HBO’s long-awaited “Too Big to Fail” aired tonight, but it seems rather workmanlike, as docudrama, compared to Sony’s “Inside Job” last year.

The film has an all star cast, including William Hurt as the hidden Democrat Henry Paulson, Paul Giamatti (who else?) as Ben Bernanke, Billy Crudup as Timothy Geithner, Edward Asner as Warren Buffet, Bill Pullman (blond now, remember “Independence Day”), Dan Hedaya as Barney Frank, Matthew Modine (“And the Band Played On”) as John Thain, James Woods as Dick Fuld. It’s based on the book of this name by youngster reporter Andrew Ross Sorkin, written by Peter Gould, and directed by Curtis Hanson.

The story starts in the summer of 2008 with the gradual storm clouds brewing over Lehman, and moves to the takeover of Fannie and Freddie.  Soon AIG is in danger of running out of cash.

Most of us know the story of Black Sunday, September 14, 2008, when Lehman went down.  “They knew” it was falling apart a few days before.  I remember watching the breaking news that Sunday while blogging; Anderson Cooper had been in the wrong place, covering a Texas hurricane.

The movie tends to ride on silly epithets like “cash for trash” (or “pass the trash”) and becoming “un-Republican”, and “lecturing me on moral hazard” and “private sector solutions”.  Or, “We will remember anyone who is not helpful.” Nancy Pelosi, when Paulson bows, says, "I didn't know you were Catholic." In the scene where they explain who credit default swaps insured by AIG could bring down the entire financial system, someone asks "why wasn't it regulated?", the answer is "they were making too much money."

The film is followed by a short, “Opening the Vault on the Financial Crisis” where Andrew Ross Sorkin (who is more attractive than anyone in the feature – in fact, he’s cute) talks.  Hurt makes Paulson look physically hapless; in one scene, Paulson excuses himself to throw up.

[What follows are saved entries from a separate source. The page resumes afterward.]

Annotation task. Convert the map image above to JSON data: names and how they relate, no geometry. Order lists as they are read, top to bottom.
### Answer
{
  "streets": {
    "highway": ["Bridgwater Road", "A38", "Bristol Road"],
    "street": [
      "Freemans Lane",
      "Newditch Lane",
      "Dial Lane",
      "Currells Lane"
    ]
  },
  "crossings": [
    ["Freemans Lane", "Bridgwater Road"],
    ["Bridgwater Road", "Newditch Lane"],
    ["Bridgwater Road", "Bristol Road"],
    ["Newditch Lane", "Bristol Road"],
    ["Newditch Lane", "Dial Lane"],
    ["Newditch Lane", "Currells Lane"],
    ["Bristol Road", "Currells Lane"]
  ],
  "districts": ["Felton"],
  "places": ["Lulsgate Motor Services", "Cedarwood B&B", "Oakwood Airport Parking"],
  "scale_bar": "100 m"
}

The Monday morning meeting of the bank CEO’s in early October, where TARP is announced, is better done.

In a perverse way, I may have, in the end, benefitted from the crisis. I might be in much worse shape had it not happened.  I don’t mind admitting it. I won’t give details here. This is all in spite of the fact that I had some CDS's in my mutual funds.